EE UU sufre un desplome de la productividad hasta marzo
La productividad de Estados Unidos cayó un 1,2% durante el primer trimestre, lo que supone el mayor declive desde 1993 en el indicador que sirvió como pilar al crecimiento no inflacionario de los últimos años.
La productividad de los trabajadores estadounidenses sufrió un desplome del 1,2% en el primer trimestre del año. Se trata del primer declive del indicador desde 1995 y de la mayor caída desde el primer trimestre de 1993. Además, el dato fue mucho peor que la estimación inicial del Departamento de Trabajo (que era de un descenso del 0,1%) y contrasta con el aumento del 2% registrado en el último trimestre de 2000.
La caída estuvo provocada por la fuerte desaceleración del ritmo de crecimiento económico (el PIB aumentó sólo un 1,3% en el primer trimestre). Y las tablas reflejan un fuerte repunte del 6,3% en los costes laborales unitarios (el mayor aumento desde finales de 1990), que pueden poner en peligro el control de la inflación.

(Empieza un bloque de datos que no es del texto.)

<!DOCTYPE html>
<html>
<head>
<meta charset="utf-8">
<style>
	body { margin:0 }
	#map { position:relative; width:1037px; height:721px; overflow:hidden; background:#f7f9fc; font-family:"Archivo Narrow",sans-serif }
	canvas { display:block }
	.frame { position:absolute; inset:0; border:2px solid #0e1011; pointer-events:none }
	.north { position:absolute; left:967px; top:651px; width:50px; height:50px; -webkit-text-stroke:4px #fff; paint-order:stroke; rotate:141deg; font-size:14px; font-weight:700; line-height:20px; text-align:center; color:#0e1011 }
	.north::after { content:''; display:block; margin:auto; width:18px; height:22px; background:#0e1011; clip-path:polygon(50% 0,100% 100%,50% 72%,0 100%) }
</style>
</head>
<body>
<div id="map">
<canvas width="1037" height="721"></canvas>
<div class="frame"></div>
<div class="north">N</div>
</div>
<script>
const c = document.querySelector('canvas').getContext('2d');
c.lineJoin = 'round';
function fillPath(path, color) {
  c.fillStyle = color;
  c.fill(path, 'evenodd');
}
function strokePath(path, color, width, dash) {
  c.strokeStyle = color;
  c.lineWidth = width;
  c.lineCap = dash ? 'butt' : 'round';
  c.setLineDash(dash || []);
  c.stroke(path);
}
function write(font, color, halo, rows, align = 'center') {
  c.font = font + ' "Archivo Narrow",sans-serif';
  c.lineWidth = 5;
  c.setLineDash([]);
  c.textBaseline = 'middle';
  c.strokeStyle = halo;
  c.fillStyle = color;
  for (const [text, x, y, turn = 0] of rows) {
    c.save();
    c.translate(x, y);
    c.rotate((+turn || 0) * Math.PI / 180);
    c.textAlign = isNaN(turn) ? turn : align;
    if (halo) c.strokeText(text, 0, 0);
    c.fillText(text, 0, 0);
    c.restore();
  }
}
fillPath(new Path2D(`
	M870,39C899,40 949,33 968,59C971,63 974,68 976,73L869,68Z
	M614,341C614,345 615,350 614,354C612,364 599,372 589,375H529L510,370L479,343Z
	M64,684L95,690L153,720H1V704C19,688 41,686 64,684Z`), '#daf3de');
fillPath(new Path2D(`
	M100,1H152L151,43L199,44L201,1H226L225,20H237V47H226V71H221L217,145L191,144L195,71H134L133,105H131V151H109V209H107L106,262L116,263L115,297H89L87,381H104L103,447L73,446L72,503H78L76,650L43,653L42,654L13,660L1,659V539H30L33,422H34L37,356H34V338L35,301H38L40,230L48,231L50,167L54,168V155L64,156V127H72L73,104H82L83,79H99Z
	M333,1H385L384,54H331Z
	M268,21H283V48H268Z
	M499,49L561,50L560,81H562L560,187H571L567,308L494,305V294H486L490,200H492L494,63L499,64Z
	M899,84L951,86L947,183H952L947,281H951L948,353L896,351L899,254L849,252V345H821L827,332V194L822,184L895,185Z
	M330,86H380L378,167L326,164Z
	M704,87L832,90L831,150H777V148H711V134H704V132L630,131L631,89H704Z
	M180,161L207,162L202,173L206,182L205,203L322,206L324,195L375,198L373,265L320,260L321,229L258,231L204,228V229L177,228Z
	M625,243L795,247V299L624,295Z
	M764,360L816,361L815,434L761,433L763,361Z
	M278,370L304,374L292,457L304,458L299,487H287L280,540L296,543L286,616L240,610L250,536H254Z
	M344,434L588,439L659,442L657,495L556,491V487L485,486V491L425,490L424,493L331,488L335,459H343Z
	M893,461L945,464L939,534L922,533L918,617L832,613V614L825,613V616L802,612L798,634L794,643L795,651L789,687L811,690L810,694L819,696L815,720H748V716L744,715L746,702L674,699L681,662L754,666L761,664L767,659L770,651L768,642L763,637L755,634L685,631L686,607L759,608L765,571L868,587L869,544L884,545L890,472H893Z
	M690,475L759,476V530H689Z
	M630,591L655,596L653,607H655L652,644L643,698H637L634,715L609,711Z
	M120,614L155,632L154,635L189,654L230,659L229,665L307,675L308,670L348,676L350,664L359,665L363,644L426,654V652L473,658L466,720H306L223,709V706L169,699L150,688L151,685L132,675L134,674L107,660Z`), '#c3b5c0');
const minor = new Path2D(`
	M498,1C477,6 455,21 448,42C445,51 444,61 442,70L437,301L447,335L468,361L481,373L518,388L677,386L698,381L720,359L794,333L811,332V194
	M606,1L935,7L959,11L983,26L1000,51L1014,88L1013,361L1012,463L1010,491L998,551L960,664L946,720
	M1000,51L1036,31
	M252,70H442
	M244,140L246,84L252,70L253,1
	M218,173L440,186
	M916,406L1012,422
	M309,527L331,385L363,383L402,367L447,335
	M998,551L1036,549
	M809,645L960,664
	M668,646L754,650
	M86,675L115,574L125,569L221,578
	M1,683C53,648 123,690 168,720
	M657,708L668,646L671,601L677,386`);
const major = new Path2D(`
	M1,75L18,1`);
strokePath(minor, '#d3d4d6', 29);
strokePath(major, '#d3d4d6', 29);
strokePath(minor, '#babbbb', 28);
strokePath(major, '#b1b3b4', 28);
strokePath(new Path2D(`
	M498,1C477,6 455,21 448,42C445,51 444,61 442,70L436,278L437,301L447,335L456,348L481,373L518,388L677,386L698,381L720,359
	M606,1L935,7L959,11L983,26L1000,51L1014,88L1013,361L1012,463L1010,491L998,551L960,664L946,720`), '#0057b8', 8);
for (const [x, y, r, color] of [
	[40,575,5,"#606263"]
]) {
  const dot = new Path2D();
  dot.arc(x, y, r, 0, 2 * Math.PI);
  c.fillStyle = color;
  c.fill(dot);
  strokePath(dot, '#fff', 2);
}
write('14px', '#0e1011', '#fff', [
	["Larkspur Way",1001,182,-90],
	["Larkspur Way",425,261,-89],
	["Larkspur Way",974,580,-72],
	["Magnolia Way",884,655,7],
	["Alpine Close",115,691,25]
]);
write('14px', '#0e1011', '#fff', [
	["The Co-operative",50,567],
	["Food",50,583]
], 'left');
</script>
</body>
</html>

Estos datos resultan críticos para la Reserva Federal, que ha puesto en marcha una acelerada bajada de tipos para impulsar el ritmo de crecimiento y que añadirá más presión a los precios en los próximos meses.
Los aumentos de productividad son los que permitieron a EE UU crecer a ritmos del 4%, con una tasa de paro históricamente baja y sin repunte de la inflación durante los últimos años.
Pero si la productividad cae, las compañías se ven forzadas a trasladar los aumentos de salarios a los precios de sus productos y ello impulsa al alza la inflación.
El banquero central Alan Greenspan ha declarado reiteradamente que los aumentos de productividad de los últimos años han sido provocados por los avances tecnológicos y la supresión de barreras comerciales, y que seguramente mantendrán en el futuro (aunque también ha reconocido que podían ralentizarse por el menor crecimiento económico).
En cuanto a la inflación, el lunes dijo que no supone por ahora "un problema significativo" para EE UU. Una opinión que es compartida por la mayoría de los analistas, sobre todo si la tasa de paro sigue subiendo.
El banco central ha bajado los tipos de interés interbancarios en cinco ocasiones en lo que va de año, colocándolos en el 4%, y la mayoría de los analistas prevé un nuevo recorte en junio.
Y es que, a pesar del abaratamiento del crédito, la economía sigue mostrando signos de debilidad extrema: el Departamento de Comercio anunció ayer mismo que los pedidos a fábricas cayeron un 3% durante el mes de abril, debido sobre todo a las menores ventas de coches, aeronaves, ordenadores personales y productos electrónicos.
George Bush pierde popularidad
El índice de popularidad del presidente George Bush ha caído en ocho puntos durante los últimos dos meses (hasta el 55%), según un sondeo publicado ayer por The Washington Post y ABC News.
Uno de los principales motivos de descontento es el plan de reforma energética promovido por el presidente (un 58% de los sondeados están en contra).
Además, los ciudadanos están descontentos porque no ha cumplido su promesa de buscar políticas de consenso con los congresistas demócratas (un 68% dice que debería cambiar esto en el futuro).
Bush llegó a la Casa Blanca gracias a una polémica sentencia del Tribunal Supremo y consiguió menos votos que su oponente demócrata, Al Gore. Sin embargo se ha comportado hasta ahora como si hubiese ganado por abrumadora mayoría.
Una actitud que puede cambiar en el futuro, debido sobre todo a la toma de control del Senado por parte del Partido Demócrata tras la decisión de Jim Jeffords de abandonar el Partido Republicano.